# LeetCode : Reaching Points

Problem Statement

Solution :

The obvious way is to go with a DFS or BFS like approach. Starting from the point (sx, sy), we can go in two possible directions (sx + sy, sy) and (sx, sx + sy) and then each of these points can go in two possible directions and so on. Note that the paths will form a tree like structure as we are going in either right or upward direction, so we will never encounter the same point twice along a path.

Following method uses DFS with recursion to obtain the solution.

class Solution(object):
def reachingPoints(self, sx, sy, tx, ty):
if (sx, sy) == (tx, ty):
return True
elif sx > tx or sy > ty:
return False
else:
return self.reachingPoints(sx + sy, sy, tx, ty) or self.reachingPoints(sx, sy + sy, tx, ty)

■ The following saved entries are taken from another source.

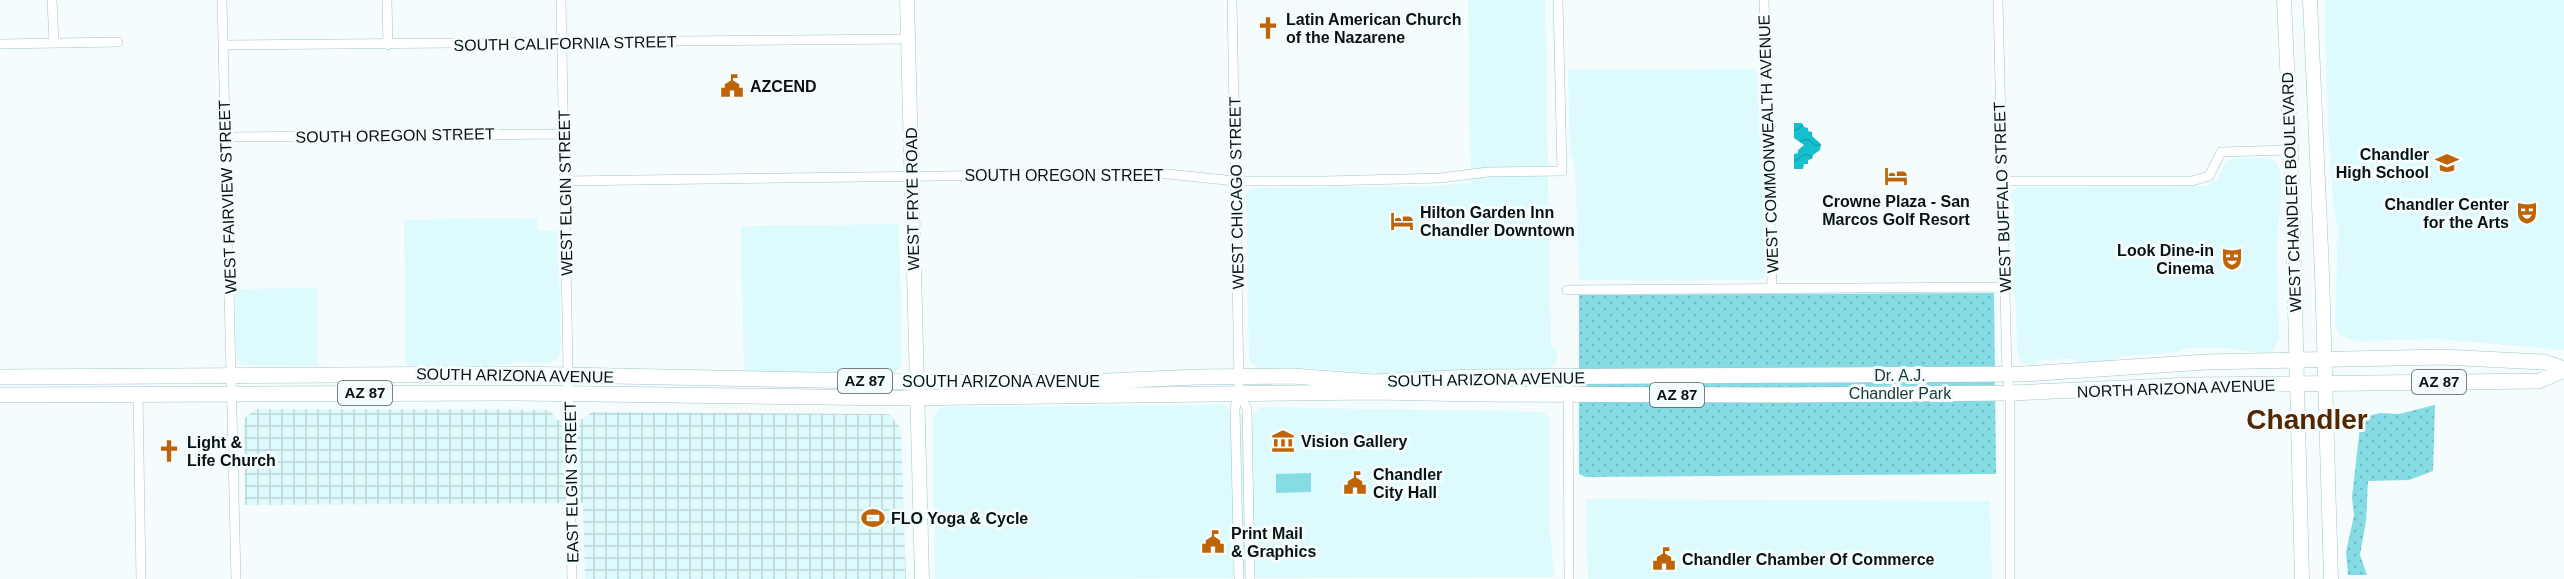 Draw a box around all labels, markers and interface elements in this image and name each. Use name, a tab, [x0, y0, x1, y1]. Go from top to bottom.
place label: Latin American Church of the Nazarene	[1286, 11, 1461, 46]
street label: WEST COMMONWEALTH AVENUE	[1755, 14, 1782, 274]
church icon: Latin American Church of the Nazarene	[1255, 15, 1281, 41]
street label: SOUTH CALIFORNIA STREET	[453, 33, 677, 54]
street label: WEST CHANDLER BOULEVARD	[2279, 72, 2304, 312]
public building icon: AZCEND	[719, 73, 745, 99]
place label: AZCEND	[750, 78, 817, 95]
street label: WEST CHICAGO STREET	[1226, 96, 1247, 289]
street label: WEST FAIRVIEW STREET	[216, 99, 239, 294]
street label: WEST BUFFALO STREET	[1991, 101, 2014, 293]
street label: WEST ELGIN STREET	[556, 110, 575, 276]
street label: SOUTH OREGON STREET	[295, 125, 495, 146]
street label: WEST FRYE ROAD	[903, 127, 922, 271]
place label: Chandler High School	[2336, 146, 2429, 181]
school or university icon: Chandler High School	[2434, 150, 2460, 176]
hotel icon: Crowne Plaza - San Marcos Golf Resort	[1883, 163, 1909, 189]
street label: SOUTH OREGON STREET	[964, 167, 1164, 184]
place label: Crowne Plaza - San Marcos Golf Resort	[1822, 193, 1970, 228]
place label: Chandler Center for the Arts	[2385, 196, 2509, 231]
theatre icon: Chandler Center for the Arts	[2514, 200, 2540, 226]
place label: Hilton Garden Inn Chandler Downtown	[1420, 204, 1575, 239]
hotel icon: Hilton Garden Inn Chandler Downtown	[1389, 208, 1415, 234]
place label: Look Dine-in Cinema	[2117, 242, 2214, 277]
theatre icon: Look Dine-in Cinema	[2219, 246, 2245, 272]
street label: SOUTH ARIZONA AVENUE	[416, 365, 614, 386]
park label: Dr. A.J. Chandler Park	[1849, 367, 1952, 402]
road number: AZ 87	[838, 369, 892, 393]
street label: SOUTH ARIZONA AVENUE	[1387, 369, 1585, 390]
road number: AZ 87	[2412, 370, 2466, 394]
street label: SOUTH ARIZONA AVENUE	[902, 373, 1100, 390]
street label: NORTH ARIZONA AVENUE	[2077, 377, 2276, 400]
road number: AZ 87	[338, 381, 392, 405]
road number: AZ 87	[1650, 383, 1704, 407]
street label: EAST ELGIN STREET	[562, 401, 581, 563]
district label: Chandler	[2246, 404, 2368, 435]
museum icon: Vision Gallery	[1270, 428, 1296, 454]
place label: Vision Gallery	[1301, 433, 1408, 450]
place label: Light & Life Church	[187, 434, 276, 469]
church icon: Light & Life Church	[156, 438, 182, 464]
place label: Chandler City Hall	[1373, 466, 1442, 501]
public building icon: Chandler City Hall	[1342, 470, 1368, 496]
sports icon: FLO Yoga & Cycle	[860, 505, 886, 531]
place label: FLO Yoga & Cycle	[891, 510, 1028, 527]
place label: Print Mail & Graphics	[1231, 525, 1316, 560]
public building icon: Print Mail & Graphics	[1200, 529, 1226, 555]
public building icon: Chandler Chamber Of Commerce	[1651, 546, 1677, 572]
place label: Chandler Chamber Of Commerce	[1682, 551, 1935, 568] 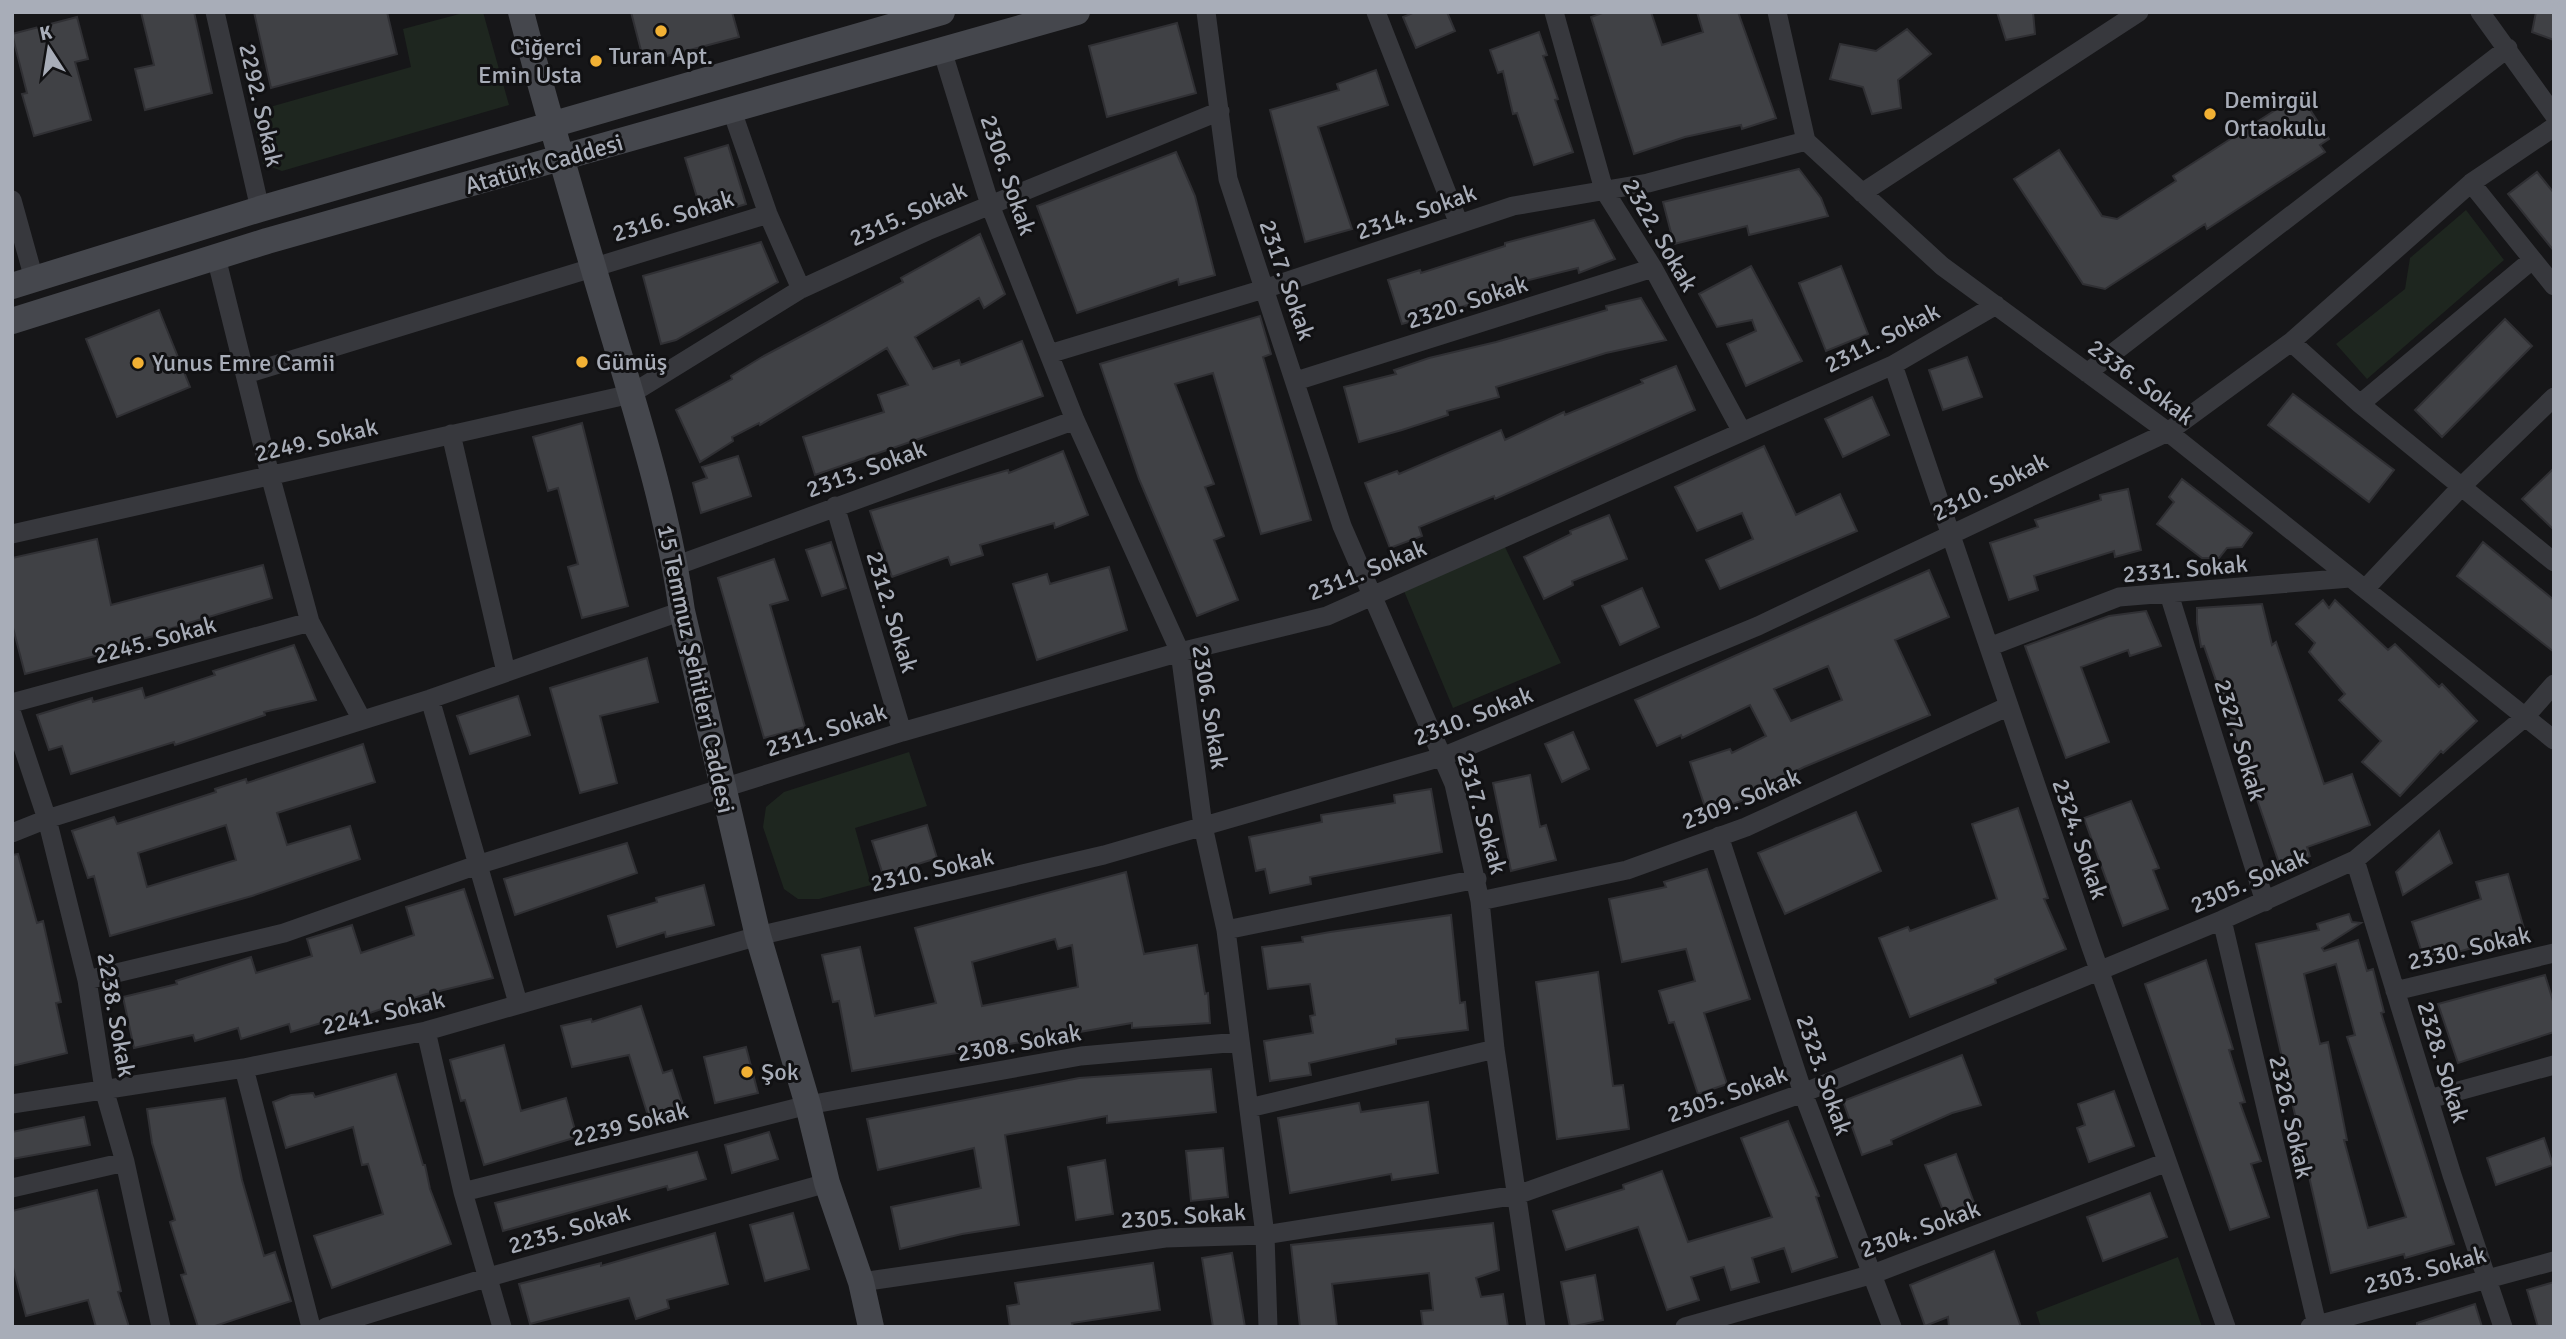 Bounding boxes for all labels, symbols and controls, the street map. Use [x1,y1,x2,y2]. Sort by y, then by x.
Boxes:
north arrow [14,14,84,84]
text: K [37,20,54,46]
marker: Turan Apt. [653,23,669,39]
place label: Ciğerci Emin Usta [478,32,582,90]
street label: 2292. Sokak [232,40,290,170]
place label: Turan Apt. [609,41,713,71]
marker: Ciğerci Emin Usta [588,53,604,69]
place label: Demirgül Ortaokulu [2224,85,2327,143]
marker: Demirgül Ortaokulu [2202,106,2218,122]
street label: 2306. Sokak [973,111,1043,239]
street label: Atatürk Caddesi [461,127,627,201]
street label: 2322. Sokak [1616,173,1704,297]
street label: 2315. Sokak [845,175,971,253]
street label: 2314. Sokak [1352,177,1480,247]
street label: 2316. Sokak [609,183,737,249]
street label: 2317. Sokak [1252,216,1322,344]
street label: 2320. Sokak [1403,268,1531,336]
street label: 2311. Sokak [1819,296,1945,380]
street label: 2336. Sokak [2082,332,2200,432]
place label: Gümüş [596,347,667,377]
place label: Yunus Emre Camii [152,348,335,378]
marker: Gümüş [574,354,590,370]
marker: Yunus Emre Camii [130,355,146,371]
street label: 2249. Sokak [251,411,381,469]
street label: 2313. Sokak [802,433,930,505]
street label: 2310. Sokak [1927,446,2053,528]
street label: 15 Temmuz Şehitleri Caddesi [651,522,741,816]
street label: 2311. Sokak [1303,533,1431,607]
street label: 2312. Sokak [859,548,925,676]
street label: 2331. Sokak [2121,549,2249,589]
street label: 2245. Sokak [91,609,219,671]
street label: 2306. Sokak [1185,643,1235,771]
street label: 2327. Sokak [2207,676,2273,804]
street label: 2310. Sokak [1409,680,1537,752]
street label: 2311. Sokak [762,696,890,764]
street label: 2317. Sokak [1450,749,1514,877]
street label: 2309. Sokak [1677,762,1805,836]
street label: 2324. Sokak [2045,775,2115,903]
street label: 2310. Sokak [867,841,997,899]
street label: 2305. Sokak [2186,842,2312,920]
street label: 2330. Sokak [2404,919,2534,977]
street label: 2238. Sokak [90,951,142,1079]
street label: 2241. Sokak [318,984,448,1042]
street label: 2328. Sokak [2410,998,2476,1126]
street label: 2323. Sokak [1789,1011,1859,1139]
street label: 2308. Sokak [955,1017,1083,1069]
street label: 2326. Sokak [2262,1052,2320,1182]
place label: Şok [761,1057,799,1087]
street label: 2305. Sokak [1663,1058,1791,1130]
marker: Şok [739,1064,755,1080]
street label: 2239 Sokak [569,1095,691,1153]
street label: 2304. Sokak [1856,1193,1984,1265]
street label: 2235. Sokak [505,1197,633,1261]
street label: 2305. Sokak [1119,1197,1247,1235]
street label: 2303. Sokak [2361,1239,2489,1301]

We stop whenever we have reached the target (True) or else we have overshoot the target (False).

We can define the time complexity relation to be :

$T(s_x, s_y) = T(s_x + s_y, s_y) + T(s_x, s_x + s_y) + c$, with $T(x, y) = 1$ if $x >= t_x$ or $y >= t_y$

which is exponential time complexity $2^{\text{min}(t_x - s_x, t_y - s_y)}$.

Given that the range of the points sx, sy, tx and ty is in $[1, 10^9]$, it is quite obvious that the above approach will throw "maximum recursion depth reached" or the online judge will throw "Time limit exceeded".

Observe that we can reach a point (tx, ty) from only one point, i.e. if tx >= ty, then we can jump from (tx - ty, ty) to (tx, ty) else if tx < ty, then we can jump from (tx, ty - tx) to (tx, ty).

Thus instead of going from (sx, sy) to (tx, ty), if we go from (tx, ty) to (sx, sy) then we will reach in linear time.

class Solution(object):
def reachingPoints(self, sx, sy, tx, ty):
if (sx, sy) == (tx, ty):
return True
elif sx > tx or sy > ty:
return False
else:
if tx >= ty:
return self.reachingPoints(sx, sy, tx - ty, ty)
else:
return self.reachingPoints(sx, sy, tx, ty - tx)

The time complexity is now $O(\text{min}(t_x - s_x, t_y - s_y))$.

Still the worst case complexity is linear, which means if (sx, sy) = (1, 1) and (tx, ty) = (1000000000, 1), then we would   need to cover 1000000000 points even if we know that we will reach (sx, sy) for sure.

To handle the above drawback, instead of jumping only ty from tx or tx from ty in one step, how much can we jump and to what point, so that we can still reach (sx, sy) without overshooting it ?

Let's call this the 'jump_factor'.

$t_x - \text{jump_factor}*t_y >= s_x$ for $t_x >= t_y$ and

$t_y - \text{jump_factor}*t_x >= s_y$ for $t_x < t_y$

The modified code is :

class Solution(object):
def reachingPoints(self, sx, sy, tx, ty):
if (sx, sy) == (tx, ty):
return True
elif sx > tx or sy > ty:
return False
else:
if tx >= ty:
jump_factor = max(int((tx - sx) / ty), 1)
return self.reachingPoints(sx, sy, tx - jump_factor * ty, ty)
else:
jump_factor = max(int((ty - sy) / tx), 1)
return self.reachingPoints(sx, sy, tx, ty - jump_factor * tx)

Note that the jump factor cannot be 0, else we would be stuck in one place, hence that 'max' factor.